▶ **DATA IN THIS EXERCISE**:

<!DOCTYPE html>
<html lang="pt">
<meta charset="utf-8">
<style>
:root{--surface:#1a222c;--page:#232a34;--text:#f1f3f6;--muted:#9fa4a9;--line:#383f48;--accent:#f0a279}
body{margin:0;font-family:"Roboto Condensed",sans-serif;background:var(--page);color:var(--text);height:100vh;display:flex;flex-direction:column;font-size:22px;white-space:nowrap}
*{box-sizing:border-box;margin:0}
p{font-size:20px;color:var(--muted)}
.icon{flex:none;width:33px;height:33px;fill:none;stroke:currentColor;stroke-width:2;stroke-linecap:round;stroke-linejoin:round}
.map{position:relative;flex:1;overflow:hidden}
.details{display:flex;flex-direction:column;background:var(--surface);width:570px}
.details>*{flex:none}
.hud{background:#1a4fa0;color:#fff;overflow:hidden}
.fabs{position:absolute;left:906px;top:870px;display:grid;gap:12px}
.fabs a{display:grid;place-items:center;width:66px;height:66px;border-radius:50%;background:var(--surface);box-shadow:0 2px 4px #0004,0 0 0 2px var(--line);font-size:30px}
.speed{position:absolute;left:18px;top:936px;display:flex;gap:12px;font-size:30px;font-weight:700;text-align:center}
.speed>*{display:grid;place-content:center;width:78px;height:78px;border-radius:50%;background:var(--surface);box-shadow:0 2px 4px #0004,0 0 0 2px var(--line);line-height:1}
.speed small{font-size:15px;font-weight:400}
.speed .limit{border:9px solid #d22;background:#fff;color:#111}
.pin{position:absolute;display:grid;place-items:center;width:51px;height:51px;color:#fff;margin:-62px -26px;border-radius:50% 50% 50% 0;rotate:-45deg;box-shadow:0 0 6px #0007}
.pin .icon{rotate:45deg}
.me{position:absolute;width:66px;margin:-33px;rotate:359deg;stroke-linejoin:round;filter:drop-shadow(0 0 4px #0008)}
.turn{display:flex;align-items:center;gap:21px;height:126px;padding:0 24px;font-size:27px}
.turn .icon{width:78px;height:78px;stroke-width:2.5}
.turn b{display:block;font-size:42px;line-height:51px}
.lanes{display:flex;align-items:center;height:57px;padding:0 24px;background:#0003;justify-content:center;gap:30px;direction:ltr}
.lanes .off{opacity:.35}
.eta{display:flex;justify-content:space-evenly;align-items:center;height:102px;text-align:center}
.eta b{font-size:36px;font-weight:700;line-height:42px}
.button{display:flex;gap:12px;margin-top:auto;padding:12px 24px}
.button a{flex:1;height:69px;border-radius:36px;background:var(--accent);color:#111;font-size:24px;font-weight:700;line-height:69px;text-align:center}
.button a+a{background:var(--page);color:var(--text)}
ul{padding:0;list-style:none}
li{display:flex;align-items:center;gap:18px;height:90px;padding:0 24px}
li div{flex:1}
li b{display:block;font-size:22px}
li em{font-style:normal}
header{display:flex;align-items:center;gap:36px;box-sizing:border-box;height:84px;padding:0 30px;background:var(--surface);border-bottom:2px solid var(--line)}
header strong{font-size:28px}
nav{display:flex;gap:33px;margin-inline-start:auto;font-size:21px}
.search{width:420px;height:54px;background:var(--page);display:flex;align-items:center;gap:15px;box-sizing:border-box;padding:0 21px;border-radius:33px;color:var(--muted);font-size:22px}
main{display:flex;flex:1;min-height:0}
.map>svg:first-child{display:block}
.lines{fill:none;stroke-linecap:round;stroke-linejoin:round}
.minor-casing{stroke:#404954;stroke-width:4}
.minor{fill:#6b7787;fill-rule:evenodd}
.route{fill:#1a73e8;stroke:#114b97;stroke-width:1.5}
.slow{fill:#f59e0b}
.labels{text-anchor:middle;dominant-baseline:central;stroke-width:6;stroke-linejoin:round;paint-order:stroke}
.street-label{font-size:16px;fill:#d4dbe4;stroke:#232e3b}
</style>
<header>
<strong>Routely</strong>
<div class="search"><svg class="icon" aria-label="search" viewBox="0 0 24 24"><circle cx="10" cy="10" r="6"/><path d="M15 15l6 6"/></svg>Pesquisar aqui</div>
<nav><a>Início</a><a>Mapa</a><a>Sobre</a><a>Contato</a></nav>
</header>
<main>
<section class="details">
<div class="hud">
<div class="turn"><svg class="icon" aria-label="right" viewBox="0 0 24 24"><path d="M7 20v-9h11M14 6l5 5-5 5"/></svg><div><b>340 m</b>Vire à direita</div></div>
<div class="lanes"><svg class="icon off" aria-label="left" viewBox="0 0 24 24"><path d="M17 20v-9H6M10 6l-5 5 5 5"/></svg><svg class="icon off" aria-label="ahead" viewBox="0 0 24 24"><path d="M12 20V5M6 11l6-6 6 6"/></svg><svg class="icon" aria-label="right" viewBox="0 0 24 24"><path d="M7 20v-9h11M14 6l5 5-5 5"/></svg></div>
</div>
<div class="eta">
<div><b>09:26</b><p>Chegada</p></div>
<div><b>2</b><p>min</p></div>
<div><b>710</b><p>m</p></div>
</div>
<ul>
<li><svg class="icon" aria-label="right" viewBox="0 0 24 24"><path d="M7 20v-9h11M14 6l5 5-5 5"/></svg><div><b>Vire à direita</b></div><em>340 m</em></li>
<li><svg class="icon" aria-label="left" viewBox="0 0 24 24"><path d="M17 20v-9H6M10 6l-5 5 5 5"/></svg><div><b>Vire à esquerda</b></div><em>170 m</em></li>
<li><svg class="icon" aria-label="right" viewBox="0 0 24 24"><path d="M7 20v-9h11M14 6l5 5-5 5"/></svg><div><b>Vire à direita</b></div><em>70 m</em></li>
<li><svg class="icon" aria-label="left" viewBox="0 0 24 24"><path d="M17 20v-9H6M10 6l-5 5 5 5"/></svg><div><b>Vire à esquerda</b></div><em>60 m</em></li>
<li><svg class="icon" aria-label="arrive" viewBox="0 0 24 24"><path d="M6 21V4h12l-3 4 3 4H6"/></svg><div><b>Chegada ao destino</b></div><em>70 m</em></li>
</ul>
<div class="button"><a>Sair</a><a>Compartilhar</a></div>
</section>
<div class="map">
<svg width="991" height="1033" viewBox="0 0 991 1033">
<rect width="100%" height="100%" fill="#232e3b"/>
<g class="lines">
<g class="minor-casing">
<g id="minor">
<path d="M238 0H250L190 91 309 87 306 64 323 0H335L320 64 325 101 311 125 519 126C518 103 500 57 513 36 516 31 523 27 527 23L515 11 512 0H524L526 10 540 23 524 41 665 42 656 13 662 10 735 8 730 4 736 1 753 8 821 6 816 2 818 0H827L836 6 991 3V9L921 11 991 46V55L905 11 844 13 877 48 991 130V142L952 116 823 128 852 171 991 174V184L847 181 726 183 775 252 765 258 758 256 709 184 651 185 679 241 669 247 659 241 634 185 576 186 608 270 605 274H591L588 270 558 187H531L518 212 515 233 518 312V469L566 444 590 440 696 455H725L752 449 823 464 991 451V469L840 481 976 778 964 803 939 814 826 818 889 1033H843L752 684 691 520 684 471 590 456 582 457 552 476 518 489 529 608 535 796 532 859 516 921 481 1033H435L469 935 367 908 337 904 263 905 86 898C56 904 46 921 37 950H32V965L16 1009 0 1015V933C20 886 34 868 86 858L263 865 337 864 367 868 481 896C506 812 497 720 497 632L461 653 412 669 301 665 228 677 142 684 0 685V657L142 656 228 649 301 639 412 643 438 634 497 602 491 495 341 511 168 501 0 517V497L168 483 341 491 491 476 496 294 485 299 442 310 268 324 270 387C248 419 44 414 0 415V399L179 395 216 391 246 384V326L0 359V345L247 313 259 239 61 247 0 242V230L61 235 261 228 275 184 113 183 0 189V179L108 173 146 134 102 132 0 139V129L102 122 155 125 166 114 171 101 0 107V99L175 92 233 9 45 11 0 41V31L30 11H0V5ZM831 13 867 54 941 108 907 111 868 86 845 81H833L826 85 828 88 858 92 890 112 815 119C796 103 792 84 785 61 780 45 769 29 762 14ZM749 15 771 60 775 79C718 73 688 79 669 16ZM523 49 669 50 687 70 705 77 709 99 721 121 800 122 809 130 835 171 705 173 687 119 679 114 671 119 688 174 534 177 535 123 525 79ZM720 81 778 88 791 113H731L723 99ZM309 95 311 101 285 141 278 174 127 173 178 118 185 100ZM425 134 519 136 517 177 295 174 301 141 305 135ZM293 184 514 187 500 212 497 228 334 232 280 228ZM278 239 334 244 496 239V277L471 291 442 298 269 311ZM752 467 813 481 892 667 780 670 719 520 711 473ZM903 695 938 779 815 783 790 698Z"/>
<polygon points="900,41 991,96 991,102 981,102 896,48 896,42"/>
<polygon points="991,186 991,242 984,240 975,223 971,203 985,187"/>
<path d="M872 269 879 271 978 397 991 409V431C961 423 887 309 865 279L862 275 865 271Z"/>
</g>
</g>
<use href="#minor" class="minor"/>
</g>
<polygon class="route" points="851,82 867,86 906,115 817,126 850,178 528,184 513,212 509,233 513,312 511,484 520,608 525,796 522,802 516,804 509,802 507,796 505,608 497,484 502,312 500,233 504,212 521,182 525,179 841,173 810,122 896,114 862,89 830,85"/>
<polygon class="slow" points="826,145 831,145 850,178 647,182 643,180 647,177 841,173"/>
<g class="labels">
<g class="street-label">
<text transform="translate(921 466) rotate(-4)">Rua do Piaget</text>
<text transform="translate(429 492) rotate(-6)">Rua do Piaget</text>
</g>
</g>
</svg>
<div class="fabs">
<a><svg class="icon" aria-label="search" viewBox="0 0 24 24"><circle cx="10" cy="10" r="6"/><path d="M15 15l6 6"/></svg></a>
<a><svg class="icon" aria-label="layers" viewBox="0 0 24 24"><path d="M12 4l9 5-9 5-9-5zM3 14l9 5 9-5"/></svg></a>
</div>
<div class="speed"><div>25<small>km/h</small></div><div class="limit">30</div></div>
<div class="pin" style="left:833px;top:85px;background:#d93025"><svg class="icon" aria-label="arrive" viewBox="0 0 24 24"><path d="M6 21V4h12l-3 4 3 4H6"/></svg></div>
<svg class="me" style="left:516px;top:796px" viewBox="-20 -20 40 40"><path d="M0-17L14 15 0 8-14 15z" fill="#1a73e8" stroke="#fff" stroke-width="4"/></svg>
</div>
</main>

▶ **PROBLEM REQUIREMENTS**:
Which lines in the material above include the string "shadow"? Pull them out.

▶ **WRITTEN REPLY**:
.fabs a{display:grid;place-items:center;width:66px;height:66px;border-radius:50%;background:var(--surface);box-shadow:0 2px 4px #0004,0 0 0 2px var(--line);font-size:30px}
.speed>*{display:grid;place-content:center;width:78px;height:78px;border-radius:50%;background:var(--surface);box-shadow:0 2px 4px #0004,0 0 0 2px var(--line);line-height:1}
.pin{position:absolute;display:grid;place-items:center;width:51px;height:51px;color:#fff;margin:-62px -26px;border-radius:50% 50% 50% 0;rotate:-45deg;box-shadow:0 0 6px #0007}
.me{position:absolute;width:66px;margin:-33px;rotate:359deg;stroke-linejoin:round;filter:drop-shadow(0 0 4px #0008)}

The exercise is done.